Apatzec Intli IV continuaria o governo de seu pai, mas o imperador anterior não havia planejado morrer nas mãos de um assassino phyrexiano: o menino subiu ao trono após a invasão, ainda uma criança, mal conseguindo assinar seu nome e muito menos compreender e influenciar a política de sua corte ou de seu império.

E quanta política! Logo após a chegada de Saheeli e o subsequente encalhamento em Ixalan, Huatli a ensinou o jogo que dominava esta alta corte. De um lado estava Atlacan Huicintli, tio do menino imperador e postumamente legitimado filho de criação do imperador anterior. Para os ingênuos, a incumbência de Atlacan era governar o dia-a-dia de Pachatupa como mordomo do imperador. Para qualquer pessoa com um mínimo de consciência política, o seu desejo pelo trono era evidente como o amanhecer.

Opondo-se a Atlacan estava Caztaca Huicintli, a Suma Sacerdotisa do Sol Trino e filha mais velha do falecido imperador. Antes de sua destruição na guerra phyrexiana, Caztaca detinha o domínio sobre Otepec, uma grande cidade de templos construídos em reverência ao Sol Trino. Enquanto o império trabalhava para reconstruir o seu domínio, ela residia em Tocatli, a cidadela imperial acima de Pachatupa, guiando o curso da fé e lecionando para o jovem imperador como sua tutora principal.

Uma situação volátil. Um império dividido entre tia e tio, ambos tentando influenciar o menino e moldar o futuro da nação de acordo com seus desejos. A história que levaria a este momento seria subvertida à medida que estes gigantes lutavam pelo comando, correndo contra o tempo para conquistar o coração e a mente do menino imperador antes que ele se tornasse suficientemente sábio para compreender que era apenas uma bela ferramenta para satisfazer a ambição deles.

Esta era a paz. Uma bebida doce, uma refeição de carne temperada, frutas cítricas e tédio. Saheeli ouvia parcialmente enquanto os poderosos do Império do Sol discutiam o curso das coisas que estavam por vir – traduzido para ela em um sussurro suave por Huatli, que estava sentada ao seu lado. Era estranho aquele momento chato: Saheeli tinha certeza de que deveria sentir algo mais do que tédio enquanto participava da luta pelo poder que se desenrolava diante dela sobre o leme do estado mais poderoso de Ixalan, mas considerando o terror enervante da guerra phyrexiana e a devastação de sua centelha, essa luta parecia tão pequena.

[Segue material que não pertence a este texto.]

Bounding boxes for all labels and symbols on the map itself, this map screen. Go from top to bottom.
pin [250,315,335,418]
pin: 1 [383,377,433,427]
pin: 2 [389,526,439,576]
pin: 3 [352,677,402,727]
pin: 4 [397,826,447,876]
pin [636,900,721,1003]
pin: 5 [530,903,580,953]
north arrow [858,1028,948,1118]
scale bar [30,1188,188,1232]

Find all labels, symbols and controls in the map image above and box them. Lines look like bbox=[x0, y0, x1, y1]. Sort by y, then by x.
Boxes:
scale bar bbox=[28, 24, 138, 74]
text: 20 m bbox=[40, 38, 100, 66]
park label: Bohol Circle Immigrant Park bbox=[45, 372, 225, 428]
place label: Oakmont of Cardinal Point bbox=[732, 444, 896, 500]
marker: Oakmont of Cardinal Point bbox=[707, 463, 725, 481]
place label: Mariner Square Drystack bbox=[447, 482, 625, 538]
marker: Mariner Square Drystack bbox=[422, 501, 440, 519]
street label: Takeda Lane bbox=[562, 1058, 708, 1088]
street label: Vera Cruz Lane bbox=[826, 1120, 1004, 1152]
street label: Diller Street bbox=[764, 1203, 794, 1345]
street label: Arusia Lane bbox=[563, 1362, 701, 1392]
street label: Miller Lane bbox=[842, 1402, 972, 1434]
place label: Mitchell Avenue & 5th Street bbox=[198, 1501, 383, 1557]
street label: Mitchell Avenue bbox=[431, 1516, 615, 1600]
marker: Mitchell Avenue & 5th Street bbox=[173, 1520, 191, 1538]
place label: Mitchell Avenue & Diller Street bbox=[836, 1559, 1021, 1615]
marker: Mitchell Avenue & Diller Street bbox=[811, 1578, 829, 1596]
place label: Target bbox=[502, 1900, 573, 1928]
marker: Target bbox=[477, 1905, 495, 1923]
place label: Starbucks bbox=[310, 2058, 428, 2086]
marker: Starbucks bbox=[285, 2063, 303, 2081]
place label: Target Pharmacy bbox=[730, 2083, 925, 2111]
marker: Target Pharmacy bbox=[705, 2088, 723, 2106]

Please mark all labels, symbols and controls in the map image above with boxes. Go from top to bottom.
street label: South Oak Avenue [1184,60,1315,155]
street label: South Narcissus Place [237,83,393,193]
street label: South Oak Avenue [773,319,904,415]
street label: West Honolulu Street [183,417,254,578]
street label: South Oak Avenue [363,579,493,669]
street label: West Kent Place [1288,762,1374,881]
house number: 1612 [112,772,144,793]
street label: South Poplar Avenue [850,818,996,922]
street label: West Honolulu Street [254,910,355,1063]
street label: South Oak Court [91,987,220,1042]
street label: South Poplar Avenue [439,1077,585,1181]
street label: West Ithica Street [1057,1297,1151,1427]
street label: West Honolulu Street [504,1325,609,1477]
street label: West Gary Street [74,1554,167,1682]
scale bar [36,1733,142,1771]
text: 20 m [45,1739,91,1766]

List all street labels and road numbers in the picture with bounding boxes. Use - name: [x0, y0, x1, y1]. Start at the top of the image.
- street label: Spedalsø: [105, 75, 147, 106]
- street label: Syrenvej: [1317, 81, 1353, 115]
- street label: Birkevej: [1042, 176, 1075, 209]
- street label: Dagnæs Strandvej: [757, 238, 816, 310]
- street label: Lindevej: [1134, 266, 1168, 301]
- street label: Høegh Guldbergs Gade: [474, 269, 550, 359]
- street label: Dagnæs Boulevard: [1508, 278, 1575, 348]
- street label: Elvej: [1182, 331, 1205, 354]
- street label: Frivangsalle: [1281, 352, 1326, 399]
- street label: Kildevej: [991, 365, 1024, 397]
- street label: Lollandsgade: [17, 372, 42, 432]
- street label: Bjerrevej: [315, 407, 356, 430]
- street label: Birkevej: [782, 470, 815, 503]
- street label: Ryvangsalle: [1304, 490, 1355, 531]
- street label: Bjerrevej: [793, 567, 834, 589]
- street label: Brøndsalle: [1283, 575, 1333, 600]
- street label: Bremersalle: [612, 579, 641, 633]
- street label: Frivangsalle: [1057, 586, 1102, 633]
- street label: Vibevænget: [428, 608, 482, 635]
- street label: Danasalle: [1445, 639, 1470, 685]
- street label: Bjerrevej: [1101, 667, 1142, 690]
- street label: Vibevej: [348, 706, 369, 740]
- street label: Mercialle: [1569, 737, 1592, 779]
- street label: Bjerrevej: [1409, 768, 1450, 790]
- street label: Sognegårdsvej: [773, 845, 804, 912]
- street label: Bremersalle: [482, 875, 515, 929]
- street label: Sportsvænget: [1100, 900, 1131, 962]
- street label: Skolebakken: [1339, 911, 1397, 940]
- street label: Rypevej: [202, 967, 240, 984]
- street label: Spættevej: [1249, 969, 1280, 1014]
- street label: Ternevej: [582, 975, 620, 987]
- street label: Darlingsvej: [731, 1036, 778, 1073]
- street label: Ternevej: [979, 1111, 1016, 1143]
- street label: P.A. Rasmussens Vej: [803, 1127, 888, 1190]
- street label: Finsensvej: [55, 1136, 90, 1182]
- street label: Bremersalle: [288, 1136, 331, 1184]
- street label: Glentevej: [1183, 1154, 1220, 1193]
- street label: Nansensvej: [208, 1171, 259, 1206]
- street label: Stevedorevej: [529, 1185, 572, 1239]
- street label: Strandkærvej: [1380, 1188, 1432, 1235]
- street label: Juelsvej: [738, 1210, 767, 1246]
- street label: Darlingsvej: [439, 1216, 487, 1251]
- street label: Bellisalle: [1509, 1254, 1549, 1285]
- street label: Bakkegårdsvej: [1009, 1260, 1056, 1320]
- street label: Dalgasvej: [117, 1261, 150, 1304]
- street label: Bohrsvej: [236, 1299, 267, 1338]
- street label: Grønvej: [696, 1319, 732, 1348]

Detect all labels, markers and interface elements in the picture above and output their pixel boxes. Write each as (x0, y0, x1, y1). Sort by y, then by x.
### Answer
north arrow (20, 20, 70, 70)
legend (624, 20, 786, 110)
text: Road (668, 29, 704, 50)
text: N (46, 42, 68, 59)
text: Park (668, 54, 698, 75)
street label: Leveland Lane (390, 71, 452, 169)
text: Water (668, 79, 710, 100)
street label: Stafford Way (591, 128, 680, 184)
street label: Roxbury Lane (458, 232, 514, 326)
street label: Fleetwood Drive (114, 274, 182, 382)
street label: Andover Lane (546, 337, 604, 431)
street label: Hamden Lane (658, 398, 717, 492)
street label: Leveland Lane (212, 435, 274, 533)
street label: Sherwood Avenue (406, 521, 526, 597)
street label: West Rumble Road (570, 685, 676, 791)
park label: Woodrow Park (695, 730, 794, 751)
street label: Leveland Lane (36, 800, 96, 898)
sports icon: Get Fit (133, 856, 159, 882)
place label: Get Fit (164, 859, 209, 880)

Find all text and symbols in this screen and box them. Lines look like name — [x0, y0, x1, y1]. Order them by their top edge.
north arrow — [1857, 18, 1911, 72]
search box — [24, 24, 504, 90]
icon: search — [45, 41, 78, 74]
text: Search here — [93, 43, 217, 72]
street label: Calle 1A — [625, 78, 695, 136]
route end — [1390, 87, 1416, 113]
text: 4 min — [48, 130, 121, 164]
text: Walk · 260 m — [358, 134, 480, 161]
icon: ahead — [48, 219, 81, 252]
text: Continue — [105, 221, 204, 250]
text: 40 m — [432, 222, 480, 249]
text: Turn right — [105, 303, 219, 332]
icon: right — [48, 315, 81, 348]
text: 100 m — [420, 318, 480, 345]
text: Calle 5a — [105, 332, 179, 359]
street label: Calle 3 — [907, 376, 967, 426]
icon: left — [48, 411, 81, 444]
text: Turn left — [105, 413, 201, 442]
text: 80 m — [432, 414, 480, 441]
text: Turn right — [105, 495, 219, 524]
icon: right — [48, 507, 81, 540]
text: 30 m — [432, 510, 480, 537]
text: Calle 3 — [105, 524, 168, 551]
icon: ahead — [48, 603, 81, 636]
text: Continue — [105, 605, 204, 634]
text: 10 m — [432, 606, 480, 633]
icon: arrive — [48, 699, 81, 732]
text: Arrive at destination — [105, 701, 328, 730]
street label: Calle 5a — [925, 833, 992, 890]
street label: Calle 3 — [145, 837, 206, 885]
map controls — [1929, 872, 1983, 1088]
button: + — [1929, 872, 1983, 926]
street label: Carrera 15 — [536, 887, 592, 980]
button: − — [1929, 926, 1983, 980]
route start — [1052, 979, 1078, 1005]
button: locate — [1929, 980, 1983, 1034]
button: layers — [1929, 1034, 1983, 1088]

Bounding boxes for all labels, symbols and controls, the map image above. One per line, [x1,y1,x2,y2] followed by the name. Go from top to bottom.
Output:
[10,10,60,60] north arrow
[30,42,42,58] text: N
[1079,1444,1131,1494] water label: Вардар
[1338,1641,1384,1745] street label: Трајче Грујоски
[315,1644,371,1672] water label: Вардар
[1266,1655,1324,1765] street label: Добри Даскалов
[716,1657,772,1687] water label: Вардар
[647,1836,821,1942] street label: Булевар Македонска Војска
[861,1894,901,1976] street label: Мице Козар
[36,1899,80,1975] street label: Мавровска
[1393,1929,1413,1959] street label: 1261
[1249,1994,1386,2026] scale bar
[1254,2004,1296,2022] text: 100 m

“Querida,” Huatli sussurrou, inclinando-se para interromper o momento de reflexão de Saheeli. “Eles querem saber a que distância estão seus autômatos. Seus mecanoquetzacamas.”

Arte de Cynthia Sheppard

“Mecano—” Saheeli fungou, sufocando uma risada. Os olhos de Huatli se arregalaram e Saheeli lembrou que o resto do conselho e o imperador estavam lá com eles. Ela transformou sua risada em uma tosse para limpar a garganta, ganhando um momento para se recompor. “Os mecanoquetzacamas, é claro,” ela disse, usando a palavra do imperador – na verdade, a palavra de Atlacan – para sua quetzacama de filigrana. “A produção está lenta no momento, mas…”

Atlacan falou, interrompendo-a.

“Por favor, levante-se quando se dirigir ao imperador,” Huatli traduziu, reservando um olhar penetrante para Atlacan.

Saheeli sabia que Huatli havia ocultado o pior do que Atlacan disse – ela entendia o suficiente de Itzocan – Alto e Baixo Imperial – para entender a essência daquilo. Ela obedeceu, levantando-se e alisando a frente da túnica. Huatli ficou ao lado dela, já que ela interpretaria. Saheeli cruzou as mãos diante de si e falou, de maneira uniforme e lenta, enquanto Huatli traduzia o que ela ainda não tinha vocabulário para articular.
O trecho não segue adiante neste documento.